How do you create dance in the age of coronavirus, when dancers are not supposed to touch each other and stay one or two metres apart?
All across the world choreographers are grappling with the challenge of coming up with safe, socially distanced pieces that still set the heart aflutter.
It may be completely counter-intuitive, but the very rigidity of the restrictions has been liberating for some — allowing them to play on the new taboos and the dramatic tension around personal space the virus has brought with it.
“It unleashed spontaneity!” declared the great German choreographer John Neumeier, the artistic director of the Hamburg Ballet.
“In ballet, we are so used to being free in the way we touch,” he told AFP.
“Sometimes we take this for granted, because we touch everybody almost everywhere in doing pas de deux, in doing a lift. And now we have a situation where we cannot touch, where there is a distance, which immediately gives a new sense of tension.”
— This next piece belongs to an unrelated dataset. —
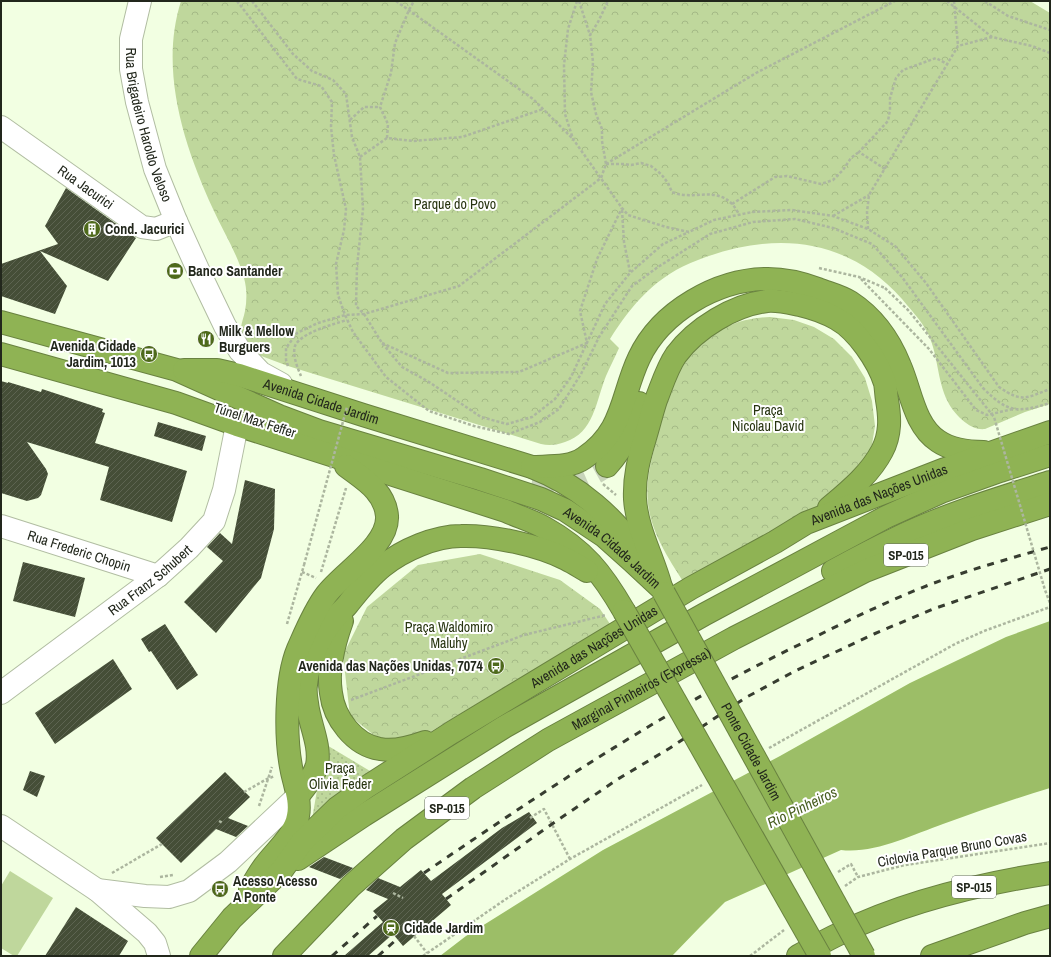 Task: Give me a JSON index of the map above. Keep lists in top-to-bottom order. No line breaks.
{"streets":{"highway":["Avenida Cidade Jardim","Túnel Max Feffer","Avenida das Nações Unidas","SP-015","Marginal Pinheiros (Expressa)","Ponte Cidade Jardim"],"street":["Rua Brigadeiro Haroldo Veloso","Rua Jacurici","Rua Frederic Chopin","Rua Franz Schubert"],"path":["Ciclovia Parque Bruno Covas"]},"crossings":[["Rua Brigadeiro Haroldo Veloso","Rua Jacurici"],["Rua Brigadeiro Haroldo Veloso","Avenida Cidade Jardim"],["Avenida Cidade Jardim","Túnel Max Feffer"],["Avenida Cidade Jardim","Rua Franz Schubert"],["Avenida Cidade Jardim","Ponte Cidade Jardim"],["Rua Frederic Chopin","Rua Franz Schubert"],["Ponte Cidade Jardim","Ciclovia Parque Bruno Covas"]],"water":["Rio Pinheiros"],"parks":["Parque do Povo","Praça Nicolau David","Praça Waldomiro Maluhy","Praça Olivia Feder"],"places":{"building":["Cond. Jacurici"],"bank":["Banco Santander"],"restaurant":["Milk & Mellow Burguers"],"bus stop":["Avenida Cidade Jardim, 1013","Avenida das Nações Unidas, 7074","Acesso Acesso A Ponte"],"station":["Cidade Jardim"]}}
With all the usual advance planning thrown to the wind, Neumeier said the virus has allowed him to create without thinking about what the costumes or sets would look like.
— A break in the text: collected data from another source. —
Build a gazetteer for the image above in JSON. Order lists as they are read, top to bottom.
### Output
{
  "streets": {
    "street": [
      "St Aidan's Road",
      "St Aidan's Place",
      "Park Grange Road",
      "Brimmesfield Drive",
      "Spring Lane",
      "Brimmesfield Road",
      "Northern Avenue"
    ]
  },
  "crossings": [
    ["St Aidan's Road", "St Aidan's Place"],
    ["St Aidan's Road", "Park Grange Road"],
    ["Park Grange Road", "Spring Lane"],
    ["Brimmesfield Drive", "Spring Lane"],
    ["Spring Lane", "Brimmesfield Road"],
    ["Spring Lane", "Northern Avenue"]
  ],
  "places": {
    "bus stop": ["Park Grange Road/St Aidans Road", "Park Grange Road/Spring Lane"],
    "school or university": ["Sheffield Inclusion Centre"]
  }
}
“I was working with the purest material — just dancers in an empty space,” he said.
The restrictions have forced him to “concentrate much more on the art of the solo” for his new work, “Ghost Light”, which will premiere — virus permitting — on Sept 6.
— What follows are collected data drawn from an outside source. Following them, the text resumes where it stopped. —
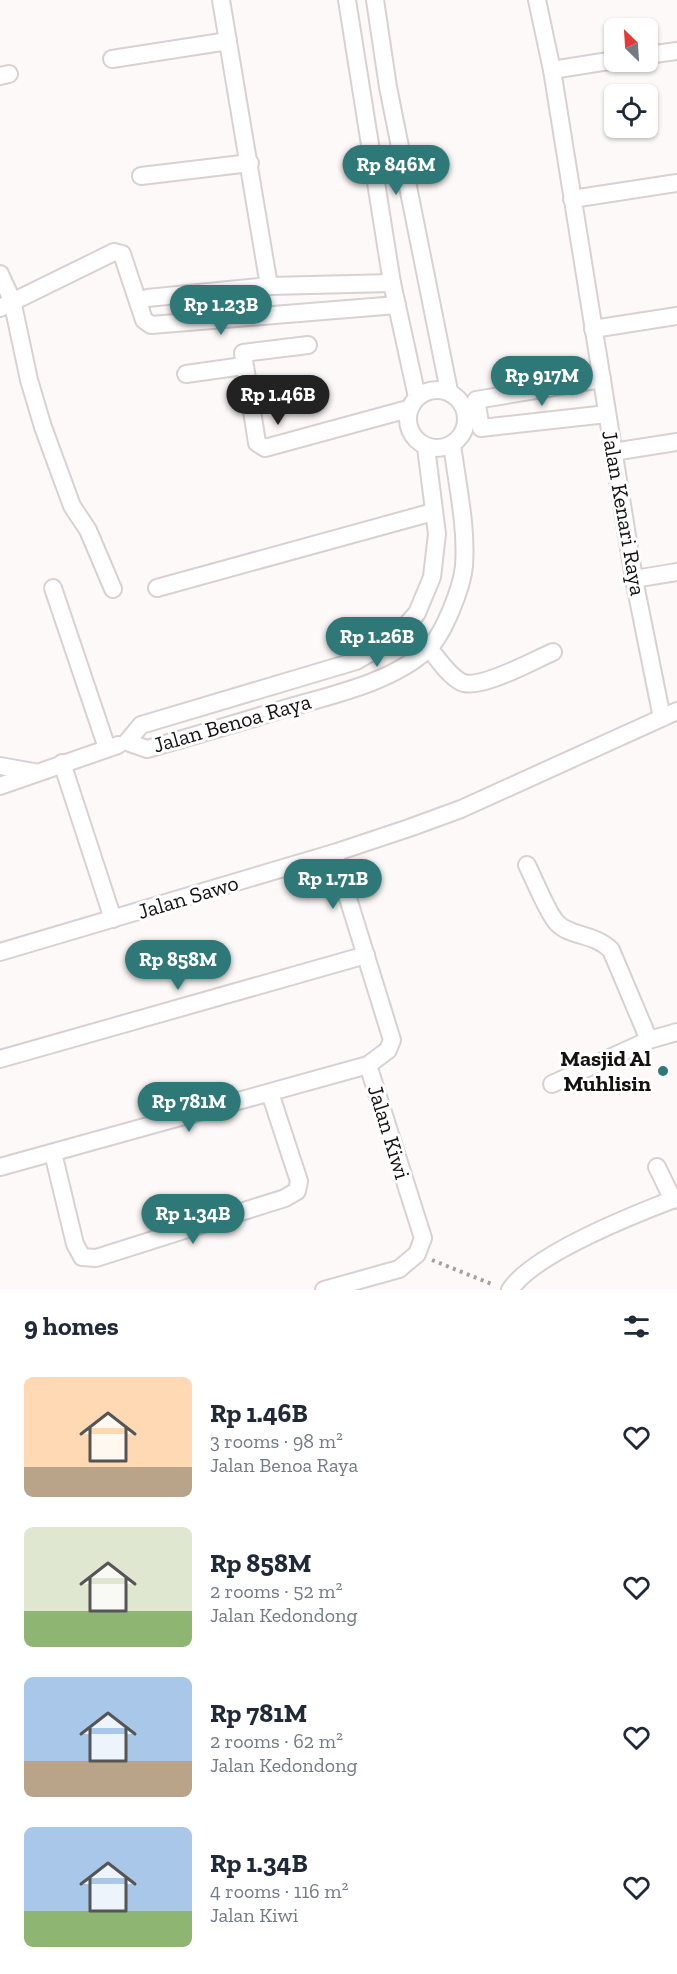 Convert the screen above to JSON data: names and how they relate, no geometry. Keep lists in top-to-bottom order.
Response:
{
  "streets": {
    "street": [
      "Jalan Kenari Raya",
      "Jalan Benoa Raya",
      "Jalan Sawo",
      "Jalan Kiwi"
    ]
  },
  "crossings": [
    ["Jalan Kenari Raya", "Jalan Sawo"],
    ["Jalan Sawo", "Jalan Kiwi"]
  ],
  "places": ["Masjid Al Muhlisin"],
  "north": "top left",
  "page": {
    "price": [
      "Rp 846M",
      "Rp 1.23B",
      "Rp 917M",
      "Rp 1.46B",
      "Rp 1.26B",
      "Rp 1.71B",
      "Rp 858M",
      "Rp 781M",
      "Rp 1.34B"
    ],
    "heading": "9 homes",
    "list": [
      {
        "name": "Rp 1.46B",
        "note": "3 rooms · 98 m² · Jalan Benoa Raya"
      },
      {
        "name": "Rp 858M",
        "note": "2 rooms · 52 m² · Jalan Kedondong"
      },
      {
        "name": "Rp 781M",
        "note": "2 rooms · 62 m² · Jalan Kedondong"
      },
      {
        "name": "Rp 1.34B",
        "note": "4 rooms · 116 m² · Jalan Kiwi"
      }
    ]
  }
}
Neumeier is using 57 dancers, but he can’t bring them all together for now. “It is a kind of mosaic,” he told AFP.
“I work with six dancers, then I work with eight dancers, then with two — but I don’t know what it will be like when we put it all together.”
Annabelle Ochoa Lopez has become dance’s queen of Zoom over the last few months, making a series of short pieces on the teleconferencing app.
Like so much else in the lockdown, it happened by accident, said the Belgian-Colombian choreographer.
“Two French dancers who were retiring from the Norwegian Ballet approached me because they couldn’t do their farewell show. They asked if I could make something for them on Zoom.
“I thought, ‘OK, that will be very awkward but let’s do it,” said the Netherlands-based creator.
“They had three children… and sometimes the children would be there saying hello from the couch.”
In the work they made together, “Where do the birds go?”, which is now on YouTube, the couple — Julie Gardette and Francois Rousseau — actually dance on their sofa.
Creating online has changed the way Ochoa Lopez works.
“I have to talk a lot more to get my ideas across, and I have to direct their eyes more too because the frame is so much more intimate than the stage,” she said.
“I am constantly coming in close to my computer and then going right out again to show the movement… sometimes I even lie on the ground to show them my feet,” she added.
In a second video she made with a dancer from New York’s Ballet Hispanico, she used the windows in her apartment as a framing device, and in another she channelled the French mime legend Marcel Marceau as well as using a live chicken for a piece set around a table with two dancers from the Tulsa Ballet.
‘I miss the studio’
“Of course I miss the studio,” Ochoa Lopez told AFP. “But I think that I will take something from this experience.”
Kader Belarbi, the artistic director of Capitole Ballet of Toulouse in southwest France, hopes digital direction will not be the end of actually being there with a dancer.
With the screen there are “things that don’t come across anymore as they do in a live performance”, he argued.
Belarbi is now creating a ballet about the artist Toulouse-Lautrec, working with soloists and four couples on “single phrases that will later be combined”.
But for some the biggest thing to come out of the lockdown may be a trend towards shorter works.
“A lot of companies are going to make small pieces which are cheaper and easier to handle in terms of social distancing,” said Martin Harriague, a choreographer with the Malandain Ballet, Biarritz.
He is working on a solo with a dancer from the company in his apartment, separated by the glass of his veranda.
“A lot of freedom can come from restraints,” he insisted.